Ho pensato a voi, cercando di cogliere un qualcosa del vostro dono carismatico per vivere, in
comunione con voi, il presente con passione, guardando al futuro ben radicati nel Vangelo, con i nostri
fondatori. Mi sembrava vedervi nella Chiesa memoria dell’Eucaristia, del Mistero pasquale, un prezioso
aiuto al popolo di Dio nel vivere la propria vita come storia di salvezza e dare un volto di bellezza, di
armonia al nostro stare insieme, alle celebrazioni del mistero di Cristo. Ci riportare nel cuore della
Chiesa, dove la parole di Gesù. “Fate questo in memoria di me”, ci radunano attorno alla mensa della
Parola e del Pane. invitandoci a vivere la vita, come diceva Edith Stei, in maniera eucaristica (citazione...)
e nell’amore al prossimo.
Ha scritto un mio confratello scomparso recentemente, il Card. Francis George, negli anni in cui era
Vicario Generale: “Lo “spirito” di un Fondatore trova la sua sorgente in una grazia (charis) che gli è donata.
Come ogni grazia è un dono personale. Ma, poiché egli ha fondato un istituto pubblico nella Chiesa, la grazia
ricevuta implica conseguenze di grande portata. I suoi “discepoli” abbracciano un modo di vivere e di vedere
che deriva in qualche modo dalla sua visione, dalla sua opera, dalla grazia della sua vita, o che è ispirato ad
esse. Per questo si può parlare di un “carisma collettivo”, di una visione propria ad un gruppo».
Vi è un particolare, tuttavia, che mi ha sempre accompagnato da quando vi ho conosciute, ancora negli
anni 60 a Firenze, quando venivo a celebrare e, la sera, per la Benedizione Eucaristica. Il particolare è quanto
don Alberione ha voluto apporre accanto al tabernacolo, soprattutto quella parola che racchiudeva la sua
esperienza: Da qui voglio illuminare., Vi ringrazio, per questo dono.
Non temete
Io sono con voi
Di qui voglio illuminare
Abbiate il dolore dei peccati
Nolite timere / Ego vobuscum sum/
Ab hinc illuminare volo / cor poenitens tenete
Da qui voglio illuminare: non è rivelazione del “luogo” di nascita della Famiglia Paolina?

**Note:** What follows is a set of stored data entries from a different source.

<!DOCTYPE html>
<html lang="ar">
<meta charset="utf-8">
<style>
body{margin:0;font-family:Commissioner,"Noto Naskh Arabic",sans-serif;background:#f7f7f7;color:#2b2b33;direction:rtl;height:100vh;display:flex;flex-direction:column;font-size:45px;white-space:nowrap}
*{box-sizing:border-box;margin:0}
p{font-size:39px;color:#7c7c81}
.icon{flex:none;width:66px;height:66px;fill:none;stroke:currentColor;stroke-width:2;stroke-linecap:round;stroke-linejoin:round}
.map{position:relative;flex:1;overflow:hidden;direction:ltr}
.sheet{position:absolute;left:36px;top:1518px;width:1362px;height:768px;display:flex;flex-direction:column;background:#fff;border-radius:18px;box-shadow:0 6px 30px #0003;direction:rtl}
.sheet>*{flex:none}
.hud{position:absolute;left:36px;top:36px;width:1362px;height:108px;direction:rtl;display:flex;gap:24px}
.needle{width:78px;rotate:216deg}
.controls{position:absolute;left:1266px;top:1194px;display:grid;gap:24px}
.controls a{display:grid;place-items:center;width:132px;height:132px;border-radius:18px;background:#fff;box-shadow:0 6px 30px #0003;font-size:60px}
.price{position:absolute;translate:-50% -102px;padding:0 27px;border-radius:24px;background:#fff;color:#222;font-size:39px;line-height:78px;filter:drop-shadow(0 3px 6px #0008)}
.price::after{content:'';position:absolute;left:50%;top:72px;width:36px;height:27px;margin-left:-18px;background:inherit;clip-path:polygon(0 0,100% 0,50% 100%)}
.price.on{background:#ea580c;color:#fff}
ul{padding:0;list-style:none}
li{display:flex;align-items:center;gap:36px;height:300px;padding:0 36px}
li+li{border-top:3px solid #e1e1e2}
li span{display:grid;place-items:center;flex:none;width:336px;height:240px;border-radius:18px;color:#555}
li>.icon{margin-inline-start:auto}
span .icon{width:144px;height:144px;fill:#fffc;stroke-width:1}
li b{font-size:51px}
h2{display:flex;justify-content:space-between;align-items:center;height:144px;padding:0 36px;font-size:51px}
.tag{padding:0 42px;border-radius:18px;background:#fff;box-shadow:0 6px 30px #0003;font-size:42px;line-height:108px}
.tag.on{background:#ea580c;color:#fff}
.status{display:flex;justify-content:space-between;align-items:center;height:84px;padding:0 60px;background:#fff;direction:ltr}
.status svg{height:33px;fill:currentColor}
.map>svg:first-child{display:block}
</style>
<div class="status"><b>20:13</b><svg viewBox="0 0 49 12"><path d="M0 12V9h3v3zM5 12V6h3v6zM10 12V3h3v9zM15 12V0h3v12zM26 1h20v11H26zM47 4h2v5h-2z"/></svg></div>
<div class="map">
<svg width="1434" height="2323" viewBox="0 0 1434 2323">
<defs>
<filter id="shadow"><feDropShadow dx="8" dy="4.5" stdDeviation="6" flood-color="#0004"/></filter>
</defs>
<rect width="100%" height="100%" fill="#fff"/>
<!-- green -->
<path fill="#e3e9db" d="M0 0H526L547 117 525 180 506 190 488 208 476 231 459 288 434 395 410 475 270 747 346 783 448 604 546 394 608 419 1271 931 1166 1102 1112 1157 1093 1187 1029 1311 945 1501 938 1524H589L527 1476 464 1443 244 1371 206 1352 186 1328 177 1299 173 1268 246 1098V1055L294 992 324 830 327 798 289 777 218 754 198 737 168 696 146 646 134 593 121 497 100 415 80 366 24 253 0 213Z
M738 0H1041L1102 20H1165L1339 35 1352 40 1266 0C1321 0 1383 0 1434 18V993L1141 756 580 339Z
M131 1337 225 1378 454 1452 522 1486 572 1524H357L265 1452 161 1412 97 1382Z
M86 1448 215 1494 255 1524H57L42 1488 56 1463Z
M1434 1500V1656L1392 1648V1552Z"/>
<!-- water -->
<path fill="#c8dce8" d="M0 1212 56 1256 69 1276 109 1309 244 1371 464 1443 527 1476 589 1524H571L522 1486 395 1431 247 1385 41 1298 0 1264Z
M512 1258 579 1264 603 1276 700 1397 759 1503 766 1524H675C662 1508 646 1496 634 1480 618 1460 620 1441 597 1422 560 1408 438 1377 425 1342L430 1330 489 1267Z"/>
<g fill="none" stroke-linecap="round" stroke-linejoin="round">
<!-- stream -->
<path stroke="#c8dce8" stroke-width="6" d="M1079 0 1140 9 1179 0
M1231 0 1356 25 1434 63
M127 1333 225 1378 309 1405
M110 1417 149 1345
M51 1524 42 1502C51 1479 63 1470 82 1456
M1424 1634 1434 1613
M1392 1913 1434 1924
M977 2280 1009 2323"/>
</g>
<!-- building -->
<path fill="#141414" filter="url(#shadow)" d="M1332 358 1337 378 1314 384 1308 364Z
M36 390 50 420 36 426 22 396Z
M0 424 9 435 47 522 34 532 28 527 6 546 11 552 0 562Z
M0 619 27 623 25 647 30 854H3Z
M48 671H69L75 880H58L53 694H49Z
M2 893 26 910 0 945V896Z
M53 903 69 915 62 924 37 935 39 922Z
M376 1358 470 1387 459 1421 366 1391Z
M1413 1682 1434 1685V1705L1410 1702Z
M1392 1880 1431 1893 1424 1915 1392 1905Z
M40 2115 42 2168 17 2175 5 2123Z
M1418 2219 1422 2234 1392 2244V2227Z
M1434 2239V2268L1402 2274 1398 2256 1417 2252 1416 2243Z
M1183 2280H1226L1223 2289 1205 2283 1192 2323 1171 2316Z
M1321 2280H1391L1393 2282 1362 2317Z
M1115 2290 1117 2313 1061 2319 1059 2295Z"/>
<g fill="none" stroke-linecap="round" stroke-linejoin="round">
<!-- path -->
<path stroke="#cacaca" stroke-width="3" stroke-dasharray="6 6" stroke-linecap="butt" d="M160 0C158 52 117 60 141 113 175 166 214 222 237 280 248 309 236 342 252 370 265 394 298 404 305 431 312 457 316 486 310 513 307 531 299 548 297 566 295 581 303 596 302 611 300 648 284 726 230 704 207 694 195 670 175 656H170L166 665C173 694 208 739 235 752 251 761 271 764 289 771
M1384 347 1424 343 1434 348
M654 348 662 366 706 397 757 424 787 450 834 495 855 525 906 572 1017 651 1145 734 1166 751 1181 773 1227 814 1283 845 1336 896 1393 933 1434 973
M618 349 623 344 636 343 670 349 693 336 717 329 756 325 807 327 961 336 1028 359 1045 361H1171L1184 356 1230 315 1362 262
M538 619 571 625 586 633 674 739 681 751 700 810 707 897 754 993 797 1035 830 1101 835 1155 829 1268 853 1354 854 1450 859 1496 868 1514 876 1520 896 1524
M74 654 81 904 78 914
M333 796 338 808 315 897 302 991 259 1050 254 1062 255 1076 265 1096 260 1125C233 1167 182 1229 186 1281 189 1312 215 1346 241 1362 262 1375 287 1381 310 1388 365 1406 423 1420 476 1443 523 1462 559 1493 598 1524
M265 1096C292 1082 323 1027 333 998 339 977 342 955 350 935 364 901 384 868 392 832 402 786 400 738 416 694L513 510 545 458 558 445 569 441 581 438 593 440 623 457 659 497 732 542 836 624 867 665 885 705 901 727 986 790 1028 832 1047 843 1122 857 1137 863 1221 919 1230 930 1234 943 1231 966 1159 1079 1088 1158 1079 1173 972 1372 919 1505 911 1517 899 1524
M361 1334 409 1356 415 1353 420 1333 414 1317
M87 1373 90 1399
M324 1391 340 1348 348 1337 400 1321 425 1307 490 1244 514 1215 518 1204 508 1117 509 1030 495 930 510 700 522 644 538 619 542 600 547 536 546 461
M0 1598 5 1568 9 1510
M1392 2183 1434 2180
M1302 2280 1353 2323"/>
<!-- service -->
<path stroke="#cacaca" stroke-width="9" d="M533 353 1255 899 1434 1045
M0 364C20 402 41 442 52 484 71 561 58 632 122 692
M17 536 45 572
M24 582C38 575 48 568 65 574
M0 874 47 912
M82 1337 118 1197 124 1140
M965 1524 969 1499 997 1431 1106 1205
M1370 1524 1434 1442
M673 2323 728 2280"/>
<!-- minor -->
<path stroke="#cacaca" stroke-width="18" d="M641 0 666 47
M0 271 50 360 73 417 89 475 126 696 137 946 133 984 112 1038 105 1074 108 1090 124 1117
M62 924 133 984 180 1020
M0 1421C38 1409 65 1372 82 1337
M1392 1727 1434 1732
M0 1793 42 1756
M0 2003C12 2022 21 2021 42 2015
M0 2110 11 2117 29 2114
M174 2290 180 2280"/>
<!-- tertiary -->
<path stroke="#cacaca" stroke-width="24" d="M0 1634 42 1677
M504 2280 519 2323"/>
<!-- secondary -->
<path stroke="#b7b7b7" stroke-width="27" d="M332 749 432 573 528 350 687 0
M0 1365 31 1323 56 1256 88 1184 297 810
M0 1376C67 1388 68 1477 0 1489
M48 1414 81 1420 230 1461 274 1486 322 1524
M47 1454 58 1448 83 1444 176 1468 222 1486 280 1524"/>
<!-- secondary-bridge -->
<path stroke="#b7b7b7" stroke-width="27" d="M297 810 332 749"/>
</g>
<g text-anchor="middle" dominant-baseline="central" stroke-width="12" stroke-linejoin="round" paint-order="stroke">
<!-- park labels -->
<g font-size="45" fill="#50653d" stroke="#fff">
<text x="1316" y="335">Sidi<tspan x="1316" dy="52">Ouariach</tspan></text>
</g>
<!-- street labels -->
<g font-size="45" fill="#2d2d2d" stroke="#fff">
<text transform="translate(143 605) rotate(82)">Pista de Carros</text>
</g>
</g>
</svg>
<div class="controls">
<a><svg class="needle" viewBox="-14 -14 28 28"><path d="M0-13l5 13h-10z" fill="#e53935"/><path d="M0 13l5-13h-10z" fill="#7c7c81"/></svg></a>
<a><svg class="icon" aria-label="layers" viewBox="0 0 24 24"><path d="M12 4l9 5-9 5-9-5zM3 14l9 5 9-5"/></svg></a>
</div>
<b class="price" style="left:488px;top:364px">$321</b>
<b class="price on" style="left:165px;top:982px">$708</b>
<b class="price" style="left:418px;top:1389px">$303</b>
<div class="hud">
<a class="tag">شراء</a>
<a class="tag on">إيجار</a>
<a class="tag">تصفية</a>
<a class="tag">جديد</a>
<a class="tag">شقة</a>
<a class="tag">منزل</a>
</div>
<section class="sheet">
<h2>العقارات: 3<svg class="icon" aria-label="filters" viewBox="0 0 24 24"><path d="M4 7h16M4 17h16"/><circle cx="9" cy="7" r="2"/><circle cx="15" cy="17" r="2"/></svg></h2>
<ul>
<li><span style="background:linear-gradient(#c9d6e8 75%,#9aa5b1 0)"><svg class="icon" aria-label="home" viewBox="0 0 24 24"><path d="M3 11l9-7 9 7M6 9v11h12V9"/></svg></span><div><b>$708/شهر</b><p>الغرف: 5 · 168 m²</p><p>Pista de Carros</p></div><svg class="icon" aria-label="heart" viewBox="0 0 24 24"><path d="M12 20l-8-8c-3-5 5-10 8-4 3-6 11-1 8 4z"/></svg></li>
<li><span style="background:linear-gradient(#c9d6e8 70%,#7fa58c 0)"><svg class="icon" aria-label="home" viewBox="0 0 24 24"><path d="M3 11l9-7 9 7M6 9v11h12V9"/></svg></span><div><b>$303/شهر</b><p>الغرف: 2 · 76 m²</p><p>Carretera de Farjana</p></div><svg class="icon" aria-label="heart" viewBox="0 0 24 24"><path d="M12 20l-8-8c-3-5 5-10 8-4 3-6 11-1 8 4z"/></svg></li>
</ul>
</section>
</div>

Non è il nostro
programma di vita? Non fa di voi memoria, nella Chiesa, dell’Eucaristia quale fonte, modello e culmine
della vita dei discepoli e di ogni comunità cristiana, della vita nello Spirito? Il pensiero è andato al mio
fondatore, Sant’Eugenio de Mazenod, che, generato alla vita nuova in un Venerdì Santo nel bacio del
Crocifisso, dall’Eucaristia traeva luce, forza, audacia apostolica in un rapporto di comunione semplice e
fiduciosa. Ho pensato al santo Eymard, fondatore dei Sacramentini, che era stato novizio tra gli Oblati e aiutato
dal mio fondatore nella realizzazione della sua vocazione. Ho pensato all’Enciclica di Giovanni Paolo II:
Ecclesia de Eucaristia..
Continuiamo ad andare da Lui, a discorrere con Lui, ad ascoltarlo, a soffrire con Lui per il
Vangelo, ad offrire la nostra vita. Alla sua scuola, uniti a Papa Francesco, impareremo, con cuore amante, a
trasformare la memoria in memoriale, a vivere il presente impregnato dalla passione dell’amore, a camminare
spediti con i fratelli e le sorelle verso il compimento della storia, cercando fin d’ora ad operare per la pace e la
giustizia e a farci abitanti delle periferie esistenziali quali deserti che aspettano vita e luce.
Maria, Regina degli Apostoli, Madre della Chiesa e dell’umanità, ci custodisca e ci accompagni tra i
popoli per offrire loro il Figlio Suo: Egli è “Vultus Misericordiae”, il volto della Misericordia del Padre.